SC - Late Fall/Early Winter Vegetables

CorwynWdwd@aol.com CorwynWdwd at aol.com
Sun Dec 19 14:56:09 PST 1999


Stefan li Rous wrote:
> 
> Elysant answered Admantius' question with:
> > Well this is not a taker for the Gold Medal Master A., but there is a
> > tradition
> > we have in Britain, (not done so much these days) that the top tier of an
> > iced Wedding cake is supposed to be kept for use as a Christening cake for
> > the first born....  I'm wondering if the Royal Icing helps preserve the
> > cake....?
> 
> Here, the tradition is to save it for the first wedding aniversery. From
> personal experience, and other reports, I can say it is usually not very
> good by then.
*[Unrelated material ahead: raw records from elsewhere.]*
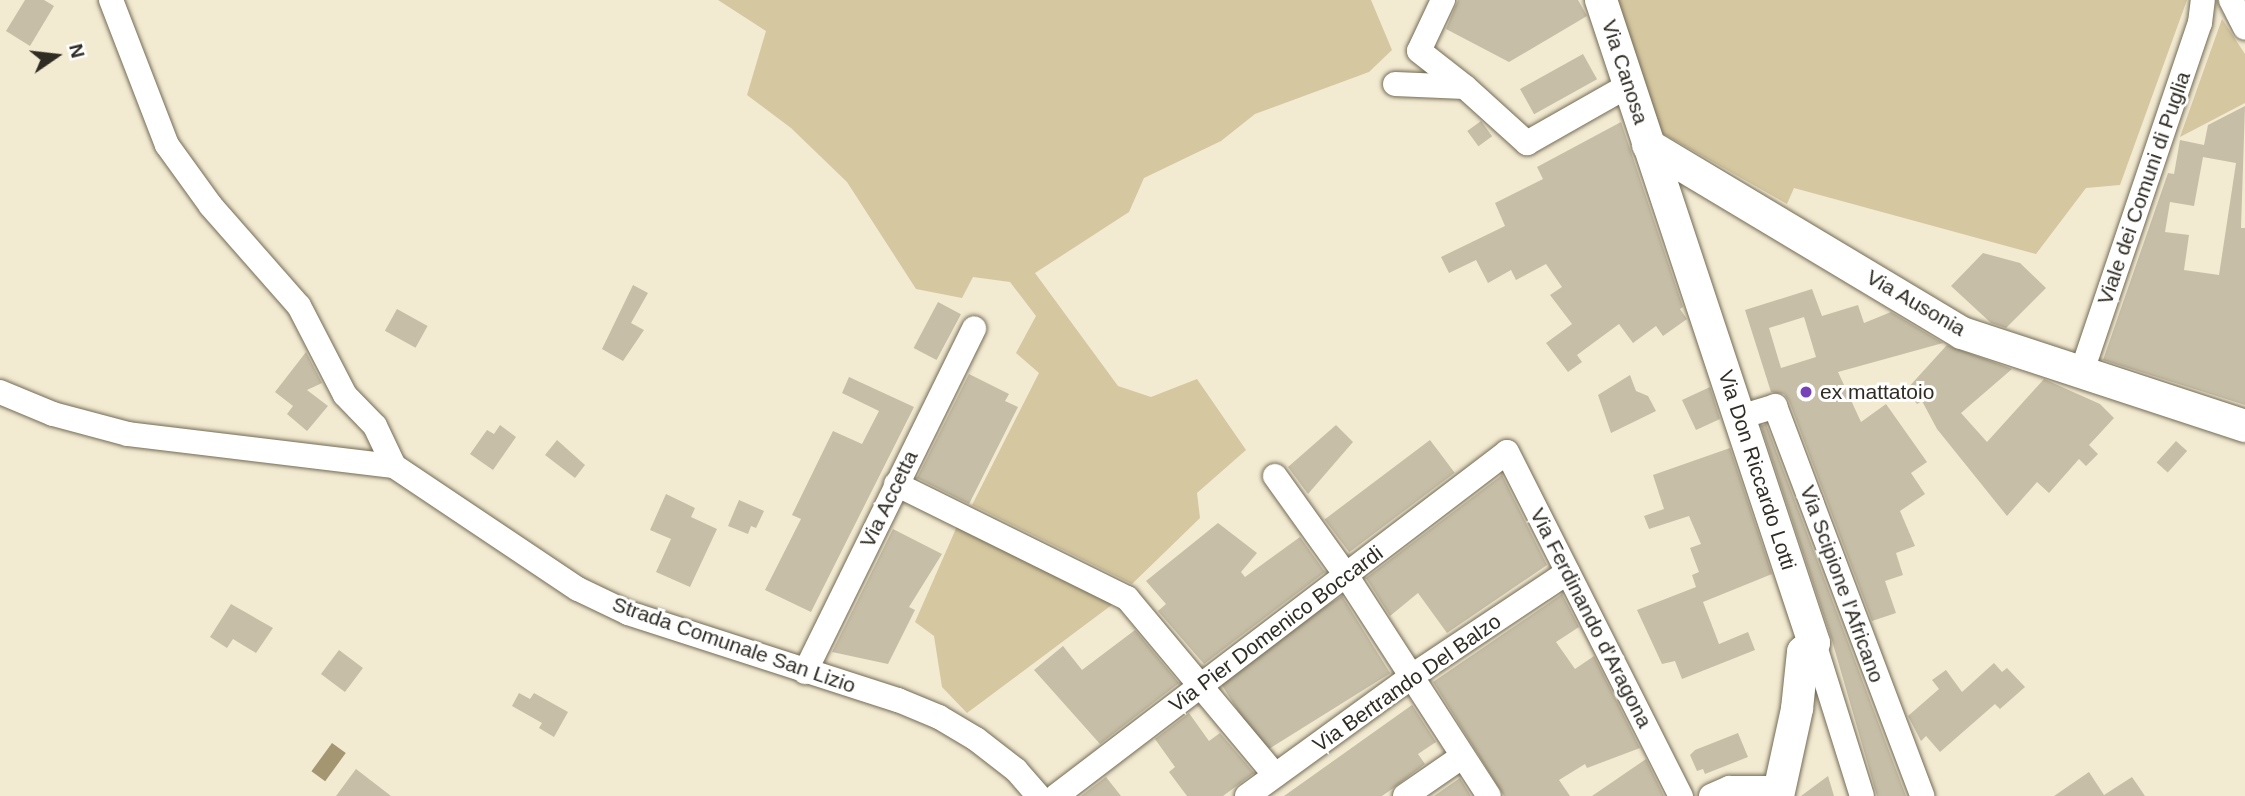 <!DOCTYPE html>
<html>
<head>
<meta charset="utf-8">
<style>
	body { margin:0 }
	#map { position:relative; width:2245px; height:796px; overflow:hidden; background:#f3ead2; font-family:Helvetica,sans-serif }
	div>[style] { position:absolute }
	.green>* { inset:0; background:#d5c7a0 }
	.water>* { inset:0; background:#a39670; transform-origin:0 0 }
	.building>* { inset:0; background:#c7bea7; transform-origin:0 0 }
	.roads { filter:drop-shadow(0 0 2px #736b55) drop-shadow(0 0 2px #736b55) }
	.minor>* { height:24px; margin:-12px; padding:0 12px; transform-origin:12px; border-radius:12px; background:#fff }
	.major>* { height:32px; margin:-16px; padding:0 16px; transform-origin:16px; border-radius:16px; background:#fff }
	.dots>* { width:19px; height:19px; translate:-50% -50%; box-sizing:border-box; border:4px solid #fff; border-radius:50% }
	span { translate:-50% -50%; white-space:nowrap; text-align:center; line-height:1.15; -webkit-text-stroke:6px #fff; paint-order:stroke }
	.street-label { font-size:21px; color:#2f2c23 }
	.poi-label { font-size:21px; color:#2f2c23 }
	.left { translate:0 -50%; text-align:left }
	.north { position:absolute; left:21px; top:21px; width:70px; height:70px; -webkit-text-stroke:5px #fff; paint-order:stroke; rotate:76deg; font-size:19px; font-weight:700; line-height:28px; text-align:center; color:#2f2c23 }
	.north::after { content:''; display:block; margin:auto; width:24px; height:32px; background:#2f2c23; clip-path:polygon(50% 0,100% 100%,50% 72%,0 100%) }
</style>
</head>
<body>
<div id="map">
	<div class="green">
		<div style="clip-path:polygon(718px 0,1371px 0,1392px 50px,1369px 72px,1255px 114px,1221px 141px,1144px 178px,1129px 212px,1035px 273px,1118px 386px,1151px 397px,1197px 379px,1246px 450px,1197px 493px,1200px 518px,1132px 584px,972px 505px,1039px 373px,1016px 353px,1036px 316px,1010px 282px,973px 277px,962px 298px,916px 289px,847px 182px,791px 128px,747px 95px,766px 31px)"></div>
		<div style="clip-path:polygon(1617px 0,2187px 0,2120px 185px,2086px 188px,2036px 254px,1794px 188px,1787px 204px,1662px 133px)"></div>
		<div style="clip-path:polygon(2222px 19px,2245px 54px,2245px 103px,2180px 137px)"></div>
		<div style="clip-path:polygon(958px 524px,1113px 604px,967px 713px,942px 687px,934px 636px,915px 622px)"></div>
	</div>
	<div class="water">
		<div style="left:332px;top:743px;width:17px;height:35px;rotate:36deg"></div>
	</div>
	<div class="building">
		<div style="clip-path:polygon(25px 0,44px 0,54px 6px,30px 46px,6px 31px)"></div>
		<div style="clip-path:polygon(1458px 0,1578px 0,1587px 16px,1509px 62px,1446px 29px)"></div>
		<div style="left:1583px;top:54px;width:29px;height:72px;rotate:61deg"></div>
		<div style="clip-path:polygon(evenodd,2245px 106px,2241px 228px,2245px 228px,2245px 405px,2103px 360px,2168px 173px,2174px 174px,2180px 140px,2204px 145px,2208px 125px,2245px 106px,2203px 157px,2236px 163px,2219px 275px,2184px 270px,2189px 235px,2165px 232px,2170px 202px,2194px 206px,2203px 157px)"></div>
		<div style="left:1481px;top:121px;width:19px;height:17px;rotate:54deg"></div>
		<div style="clip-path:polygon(1621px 122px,1683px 307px,1680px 309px,1687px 319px,1663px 336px,1656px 326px,1633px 343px,1619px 324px,1577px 355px,1582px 362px,1568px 372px,1546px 343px,1572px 324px,1550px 295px,1562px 287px,1546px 264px,1516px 280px,1511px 270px,1488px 283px,1476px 260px,1449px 273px,1441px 257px,1505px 226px,1495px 203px,1543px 179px,1537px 167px)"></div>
		<div style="clip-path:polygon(1983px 253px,2020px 263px,2046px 288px,2006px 328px,1991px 323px,1951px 286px)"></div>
		<div style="clip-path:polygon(633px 285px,648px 293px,631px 323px,644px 330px,623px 361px,602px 349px)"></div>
		<div style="clip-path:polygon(evenodd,1812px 289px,1822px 316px,1858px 305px,1864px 323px,1891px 312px,1943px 343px,1838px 372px,1861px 422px,1886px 404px,1927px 462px,1911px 473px,1925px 494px,1900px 511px,1915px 546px,1896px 553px,1903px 575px,1885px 581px,1896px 613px,1872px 621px,1789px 401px,1784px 394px,1771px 392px,1745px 310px,1812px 289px,1804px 317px,1816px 357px,1781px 368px,1769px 328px,1804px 317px)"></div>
		<div style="left:938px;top:302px;width:26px;height:52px;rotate:28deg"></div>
		<div style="left:397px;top:309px;width:35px;height:25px;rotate:29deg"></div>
		<div style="clip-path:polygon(1947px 345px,2012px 369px,1961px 413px,1987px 442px,2044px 379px,2100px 404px,2114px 418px,2089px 445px,2098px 454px,2086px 466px,2079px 459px,2049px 493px,2037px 482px,2007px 516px,1937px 429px,1922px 401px,1917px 404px,1906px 390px)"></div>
		<div style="clip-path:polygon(306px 352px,322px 383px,307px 390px,328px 406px,307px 431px,287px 414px,293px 406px,275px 392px)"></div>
		<div style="clip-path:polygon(969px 374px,1009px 394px,1005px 401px,1018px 407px,969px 504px,917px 478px)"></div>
		<div style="clip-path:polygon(1630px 375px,1636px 391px,1648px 396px,1656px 411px,1611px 433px,1598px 395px)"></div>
		<div style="clip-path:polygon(849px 377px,914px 407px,811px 612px,765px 590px,801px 519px,792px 515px,833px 431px,862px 444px,879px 411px,842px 393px)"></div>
		<div style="clip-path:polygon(1710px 387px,1720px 419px,1696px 430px,1682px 400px)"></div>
		<div style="clip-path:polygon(1766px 424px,1906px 796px,1877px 796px,1831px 637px,1761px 426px)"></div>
		<div style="clip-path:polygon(500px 425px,516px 437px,493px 470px,470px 454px,487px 430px,494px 434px)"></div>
		<div style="clip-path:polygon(1336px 425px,1353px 442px,1308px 494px,1288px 467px)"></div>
		<div style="clip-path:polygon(557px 440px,585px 465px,575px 478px,545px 455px)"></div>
		<div style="left:1430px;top:440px;width:41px;height:132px;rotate:53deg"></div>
		<div style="left:2176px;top:441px;width:15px;height:29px;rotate:42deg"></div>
		<div style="clip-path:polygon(1730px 448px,1772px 574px,1703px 602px,1719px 644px,1748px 632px,1755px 650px,1682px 679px,1675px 661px,1662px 664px,1637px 610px,1696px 587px,1692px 575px,1699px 572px,1690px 548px,1701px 544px,1689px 516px,1649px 529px,1644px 516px,1664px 509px,1653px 475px)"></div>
		<div style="clip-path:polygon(1502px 475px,1547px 565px,1447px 633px,1418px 593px,1390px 616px,1366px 578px)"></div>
		<div style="clip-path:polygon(666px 494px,695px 508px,691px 517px,717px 529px,690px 587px,656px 572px,671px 539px,650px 530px)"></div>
		<div style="clip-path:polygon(739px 500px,764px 511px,756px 528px,751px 526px,748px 534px,728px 526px)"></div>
		<div style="clip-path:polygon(1218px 523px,1257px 553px,1241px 572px,1245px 577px,1300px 537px,1325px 572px,1204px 664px,1158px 611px,1166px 604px,1146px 581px)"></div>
		<div style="clip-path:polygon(893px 529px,942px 554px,909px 607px,915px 610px,888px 664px,832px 652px)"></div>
		<div style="clip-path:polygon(1562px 594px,1579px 627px,1556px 642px,1575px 669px,1594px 656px,1640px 748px,1587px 768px,1585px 764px,1559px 780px,1570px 796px,1504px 796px,1433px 682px)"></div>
		<div style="left:1342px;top:596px;width:91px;height:149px;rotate:58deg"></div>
		<div style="clip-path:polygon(231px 604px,273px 628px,256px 653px,233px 639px,227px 648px,210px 637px)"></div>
		<div style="clip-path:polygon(1135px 630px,1179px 683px,1100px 744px,1034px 670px,1063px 646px,1082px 670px)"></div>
		<div style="left:339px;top:650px;width:30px;height:30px;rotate:37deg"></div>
		<div style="clip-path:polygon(1994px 663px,2002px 672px,2007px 668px,2025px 687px,2000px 709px,1995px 704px,1940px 752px,1926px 736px,1921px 741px,1908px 716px,1939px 689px,1932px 680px,1946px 670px,1962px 692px)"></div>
		<div style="clip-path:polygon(519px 693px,530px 699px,534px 693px,568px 712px,554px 737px,539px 728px,542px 723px,512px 706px)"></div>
		<div style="clip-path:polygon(1412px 705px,1436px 742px,1418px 754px,1425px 764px,1392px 789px,1382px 796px,1284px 796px)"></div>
		<div style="clip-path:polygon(1189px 713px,1209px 741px,1220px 733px,1254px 773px,1223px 796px,1187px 796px,1169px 772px,1175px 767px,1155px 739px)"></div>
		<div style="clip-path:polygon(1738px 733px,1748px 757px,1705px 774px,1703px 769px,1697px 771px,1690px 755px,1695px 750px)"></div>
		<div style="clip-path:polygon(1646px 759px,1664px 796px,1592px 796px)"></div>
		<div style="clip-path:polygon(356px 769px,391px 796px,336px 796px)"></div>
		<div style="clip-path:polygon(2089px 772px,2104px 795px,2132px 777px,2145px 796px,2054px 796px)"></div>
		<div style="clip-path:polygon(1828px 776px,1834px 796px,1801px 796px)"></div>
		<div style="clip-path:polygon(1106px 777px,1121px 796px,1081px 796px)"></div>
		<div style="clip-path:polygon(1460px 778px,1471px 796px,1434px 796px)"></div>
	</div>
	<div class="roads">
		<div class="minor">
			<div style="left:111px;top:0;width:155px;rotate:68.9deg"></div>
			<div style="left:167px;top:145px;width:75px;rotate:54.2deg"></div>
			<div style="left:211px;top:206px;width:133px;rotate:48.7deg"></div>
			<div style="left:299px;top:306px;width:100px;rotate:62.7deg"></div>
			<div style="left:345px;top:395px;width:43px;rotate:45.9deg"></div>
			<div style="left:375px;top:426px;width:44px;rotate:64.6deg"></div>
			<div style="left:1443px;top:0;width:56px;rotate:115.2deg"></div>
			<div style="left:1419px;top:51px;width:58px;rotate:38deg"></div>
			<div style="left:2231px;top:0;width:31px;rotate:63deg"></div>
			<div style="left:1395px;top:84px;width:70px;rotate:2.5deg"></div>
			<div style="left:1465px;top:87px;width:84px;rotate:42.1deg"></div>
			<div style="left:1527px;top:143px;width:117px;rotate:-29.6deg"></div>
			<div style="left:2081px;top:374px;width:371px;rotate:-71.3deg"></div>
			<div style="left:2200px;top:23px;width:23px;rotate:-83deg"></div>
			<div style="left:0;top:392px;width:57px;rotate:22.5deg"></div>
			<div style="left:53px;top:414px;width:78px;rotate:14.9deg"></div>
			<div style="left:128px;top:434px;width:268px;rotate:6.9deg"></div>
			<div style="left:394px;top:466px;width:221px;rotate:33.8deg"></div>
			<div style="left:578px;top:589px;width:55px;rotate:25.6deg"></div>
			<div style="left:628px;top:613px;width:284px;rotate:17.9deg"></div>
			<div style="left:898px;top:700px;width:44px;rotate:22.5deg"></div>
			<div style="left:939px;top:717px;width:43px;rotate:30.7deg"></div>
			<div style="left:976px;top:739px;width:51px;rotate:37.8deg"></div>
			<div style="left:1016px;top:770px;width:35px;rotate:49deg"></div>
			<div style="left:1740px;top:417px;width:37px;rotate:-17deg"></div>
			<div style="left:1775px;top:406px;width:417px;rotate:69.3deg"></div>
			<div style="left:1275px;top:476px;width:122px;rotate:54.4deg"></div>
			<div style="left:1346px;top:575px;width:263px;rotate:57.1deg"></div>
			<div style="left:896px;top:484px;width:258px;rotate:26.3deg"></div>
			<div style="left:1127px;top:598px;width:231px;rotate:50.1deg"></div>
			<div style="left:1814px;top:643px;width:160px;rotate:72.6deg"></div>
			<div style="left:805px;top:672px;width:383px;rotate:-63.8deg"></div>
			<div style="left:1056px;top:796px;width:567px;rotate:-37.33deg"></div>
			<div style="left:1507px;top:452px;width:386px;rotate:63.2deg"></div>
			<div style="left:1247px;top:796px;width:204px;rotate:-36deg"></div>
			<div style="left:1412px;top:676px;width:187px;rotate:-33.7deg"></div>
			<div style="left:1405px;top:796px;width:70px;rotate:-34.6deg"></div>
			<div style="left:1711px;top:796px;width:20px;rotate:-24deg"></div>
			<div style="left:1729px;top:788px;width:51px"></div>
		</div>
		<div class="major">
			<div style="left:1601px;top:0;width:677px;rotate:71.67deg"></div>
			<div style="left:1814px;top:643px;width:14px;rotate:141deg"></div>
			<div style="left:1803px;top:652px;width:57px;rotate:96deg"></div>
			<div style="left:1797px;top:709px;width:89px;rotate:102.3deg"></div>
			<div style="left:1648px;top:145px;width:366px;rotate:30.9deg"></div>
			<div style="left:1962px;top:333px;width:298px;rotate:18.2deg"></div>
		</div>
	</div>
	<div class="dots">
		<div style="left:1806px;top:392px;background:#7742b9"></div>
	</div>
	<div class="street-label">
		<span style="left:1625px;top:72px;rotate:72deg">Via Canosa</span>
		<span style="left:2144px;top:188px;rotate:-71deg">Viale dei Comuni di Puglia</span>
		<span style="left:1916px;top:303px;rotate:30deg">Via Ausonia</span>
		<span style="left:1757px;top:470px;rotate:72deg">Via Don Riccardo Lotti</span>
		<span style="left:889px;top:499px;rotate:-64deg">Via Accetta</span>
		<span style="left:1842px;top:584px;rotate:70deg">Via Scipione l'Africano</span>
		<span style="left:1591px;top:618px;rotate:63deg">Via Ferdinando d'Aragona</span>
		<span style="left:1276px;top:629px;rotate:-37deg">Via Pier Domenico Boccardi</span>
		<span style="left:734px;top:645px;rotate:19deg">Strada Comunale San Lizio</span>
		<span style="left:1407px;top:683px;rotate:-35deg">Via Bertrando Del Balzo</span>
	</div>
	<div class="poi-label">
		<span class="left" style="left:1820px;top:392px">ex mattatoio</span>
	</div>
	<div class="north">N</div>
</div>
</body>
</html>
Maybe the British have their first born much sooner or
> they have stronger stomachs. :-)

What sort of cake are the top layers of wedding cakes in your
area made of?  Since the traditional British cake is a heavy,
generally alcohol-infused, fruitcake, I'm not surprised it lasts
for years.  But my wedding cake top was of a light "white" cake
batter, of a similar texture to pound cake but not quite as
heavy.  It did not last until our first anniversary--when we cut
it, the white cake had all sorts of multicolored colonies
interspersed... YUCK!

And to the gentle who suggested that I use apple cider or orange
juice in the dried fruit fruitcake--Thank you very much for that
suggestion.  Merry Christmas!

Bernadette
- -- 
Nothing is foolproof to a talented fool.